Waterloo Row

Blantyre's Ain Website

Blantyre, Lanarkshire, Scotland

Workers Village

Waterloo Row

The Courier and Advertiser, Thursday, January 26th 1928

Waterloo Fire

Seventeen houses were destroyed and 108 people rendered homeless by a fire which occurred in Blantyre yesterday.

Waterloo RowA row of miners’ dwellings, Waterloo Row,  was wiped out by the flames, and last night the village hall was crammed full of furniture, bedding, pots and pans, clothes and other effects rescued from the fire.

Two men narrowly escaped death when a fireman entered a room to rescue an old man and the roof collapsed in on them, imprisoning them; other firemen, however, pluckily hacked a way through and got both men out.

Public Hall Stacked with Furniture.

Distressing scenes accompanied a fire which broke out this forenoon in one of a row of houses occupied by miners in the old part of Blantyre, Lanarkshire, seventeed dwellings being destroyed and twenty families, comprising 108 persons, rendered homeless.

The houses, known as Waterloo Row, formerly called Glasgow Row, situated on the banks of the River Clyde, near the birthplace of David Livingstone, the Explorer.

During a downpour of rain, flames were seen issuing from one of the houses belonging to a family named Cassidy.

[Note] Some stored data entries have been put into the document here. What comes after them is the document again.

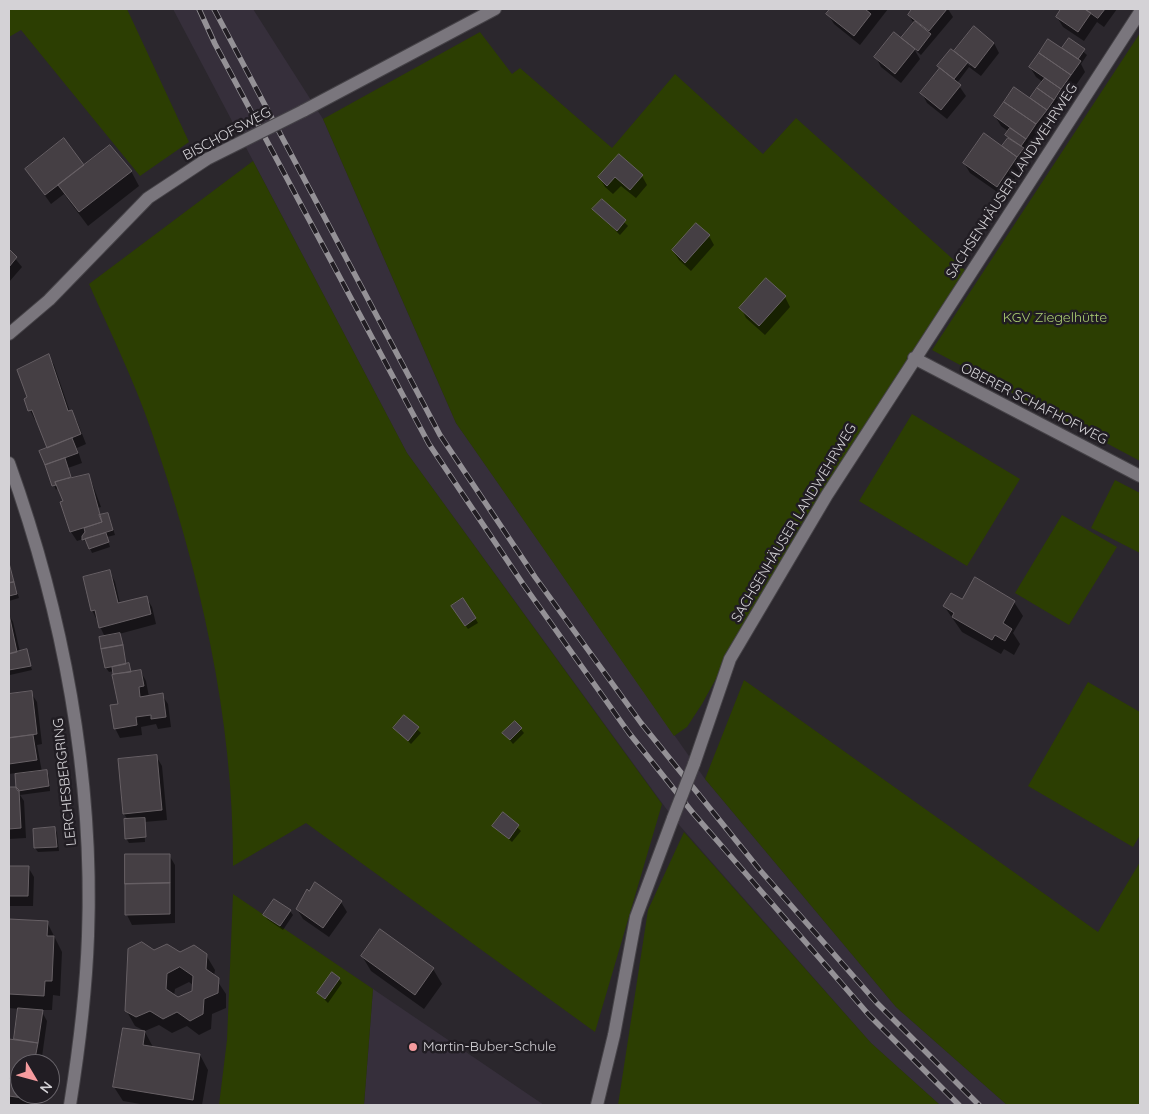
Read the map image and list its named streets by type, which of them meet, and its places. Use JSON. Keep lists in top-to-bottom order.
{
  "streets": {
    "street": [
      "BISCHOFSWEG",
      "SACHSENHÄUSER LANDWEHRWEG",
      "OBERER SCHAFHOFWEG",
      "LERCHESBERGRING"
    ]
  },
  "crossings": [
    ["SACHSENHÄUSER LANDWEHRWEG", "OBERER SCHAFHOFWEG"]
  ],
  "parks": ["KGV Ziegelhütte"],
  "places": ["Martin-Buber-Schule"],
  "north": "bottom right"
}
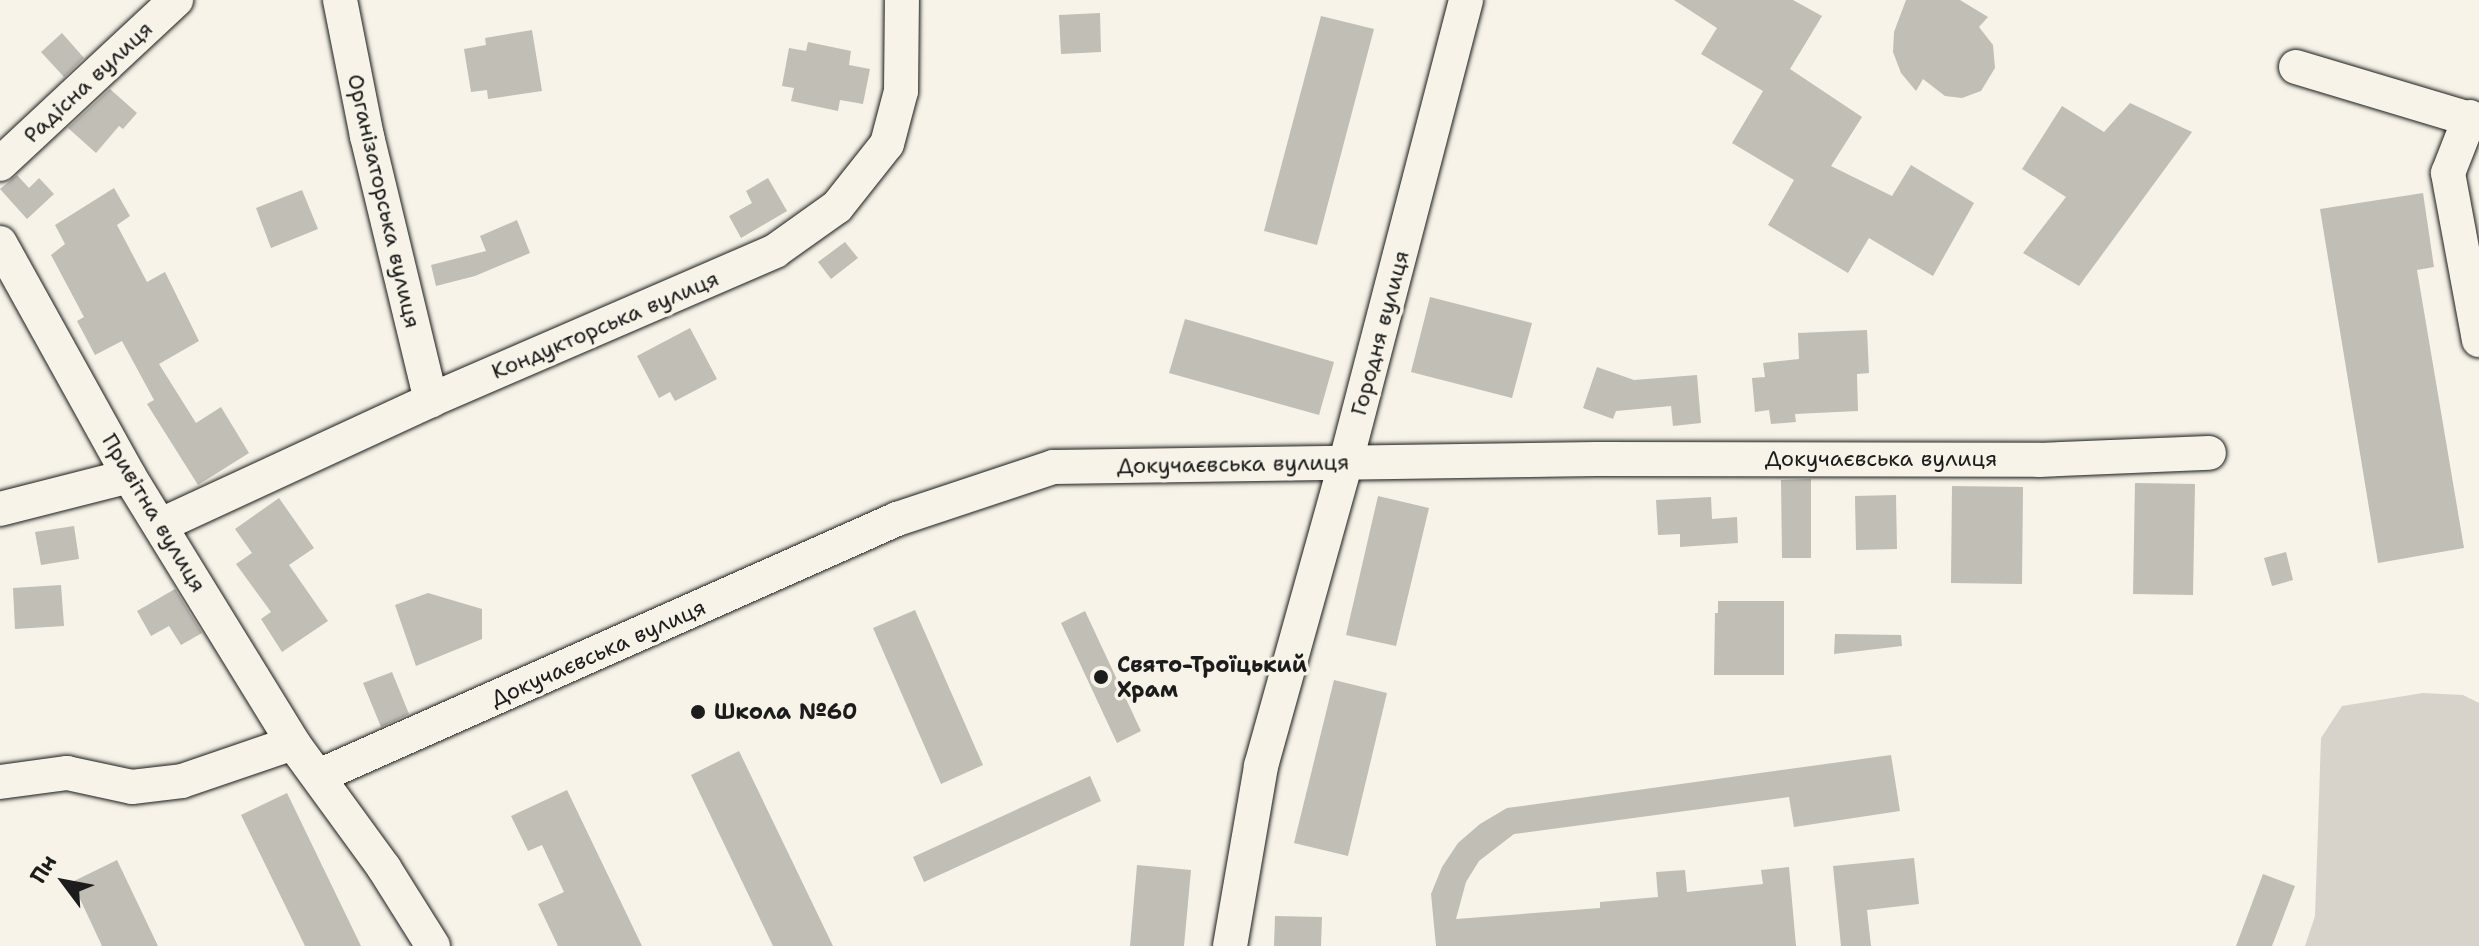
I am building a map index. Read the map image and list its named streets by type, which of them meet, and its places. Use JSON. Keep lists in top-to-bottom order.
{
  "streets": {
    "street": [
      "Радісна вулиця",
      "Організаторська вулиця",
      "Кондукторська вулиця",
      "Городня вулиця",
      "Докучаєвська вулиця",
      "Привітна вулиця"
    ]
  },
  "crossings": [
    ["Організаторська вулиця", "Кондукторська вулиця"],
    ["Кондукторська вулиця", "Привітна вулиця"],
    ["Городня вулиця", "Докучаєвська вулиця"],
    ["Докучаєвська вулиця", "Привітна вулиця"]
  ],
  "places": ["Свято-Троїцький Храм", "Школа №60"],
  "north": "top left"
}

Fanned by a heavy wind, the fire spread rapidly, and the tenants in the homes adjacent had to leave without making any attempt to save their belongings.

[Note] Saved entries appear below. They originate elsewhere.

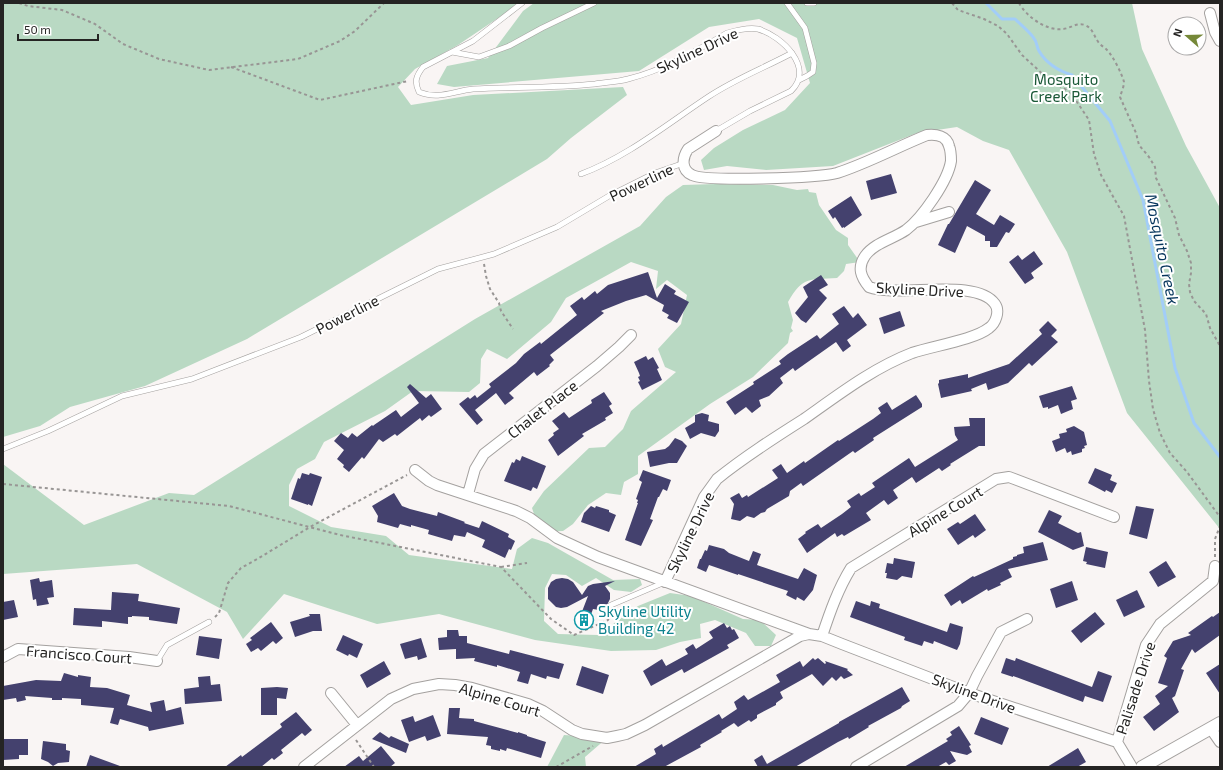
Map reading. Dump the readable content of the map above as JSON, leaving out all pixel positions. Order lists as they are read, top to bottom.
{
  "streets": {
    "street": [
      "Skyline Drive",
      "Chalet Place",
      "Alpine Court",
      "Francisco Court",
      "Palisade Drive"
    ],
    "lane": ["Powerline"]
  },
  "crossings": [
    ["Skyline Drive", "Powerline"],
    ["Skyline Drive", "Alpine Court"],
    ["Skyline Drive", "Palisade Drive"]
  ],
  "water": ["Mosquito Creek"],
  "parks": ["Mosquito Creek Park"],
  "places": {
    "building": ["Skyline Utility Building 42"]
  },
  "scale_bar": "50 m",
  "north": "left"
}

After the first alarm many of the householders and their young folks rushed back to their homes, and hurriedly dashed out with furniture and clothing.

When the Fire Brigade arrived, it was immediately seen that the fire had a firm grip of the entire property, and efforts were then made to save whatever came first.

Surrounded by Flames

A fireman named Nicolson, had a marvelous escape from death. Whilst entering a room to rescue an old man, a wooden roof fell in, and he and the old man were confined within a circle of fire.

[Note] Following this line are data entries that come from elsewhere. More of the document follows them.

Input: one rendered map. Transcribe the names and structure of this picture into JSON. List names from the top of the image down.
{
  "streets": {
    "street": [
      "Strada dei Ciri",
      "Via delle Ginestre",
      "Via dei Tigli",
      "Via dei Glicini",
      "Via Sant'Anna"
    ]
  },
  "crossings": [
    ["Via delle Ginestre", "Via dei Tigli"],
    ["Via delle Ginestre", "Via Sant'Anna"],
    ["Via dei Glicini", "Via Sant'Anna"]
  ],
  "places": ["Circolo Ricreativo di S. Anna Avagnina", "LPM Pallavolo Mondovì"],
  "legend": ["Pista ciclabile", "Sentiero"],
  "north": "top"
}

The blazing props of the house prevented their exit and to many watching, death seemed certain. Other fireman, immediately hacked their way through the burning debris, and rescued them.

The gale fanned the flames along the row and it soon became evident that nothing could save the property. Men, women and children struggled frantically to save their goods, and in many cases the tenants had narrow escapes.

In their anxiety to get the furniture out to the street they dared the flames by which, however, many were driven back. The origin of the fire is unknown.

Furniture Filled the Street

Great volumes of smoke filled the air and handicapped the hundreds of willing helpers as they strove to remove household effects. Soon, the street was filled with stacks of furniture, carpets, pots, pans and other articles.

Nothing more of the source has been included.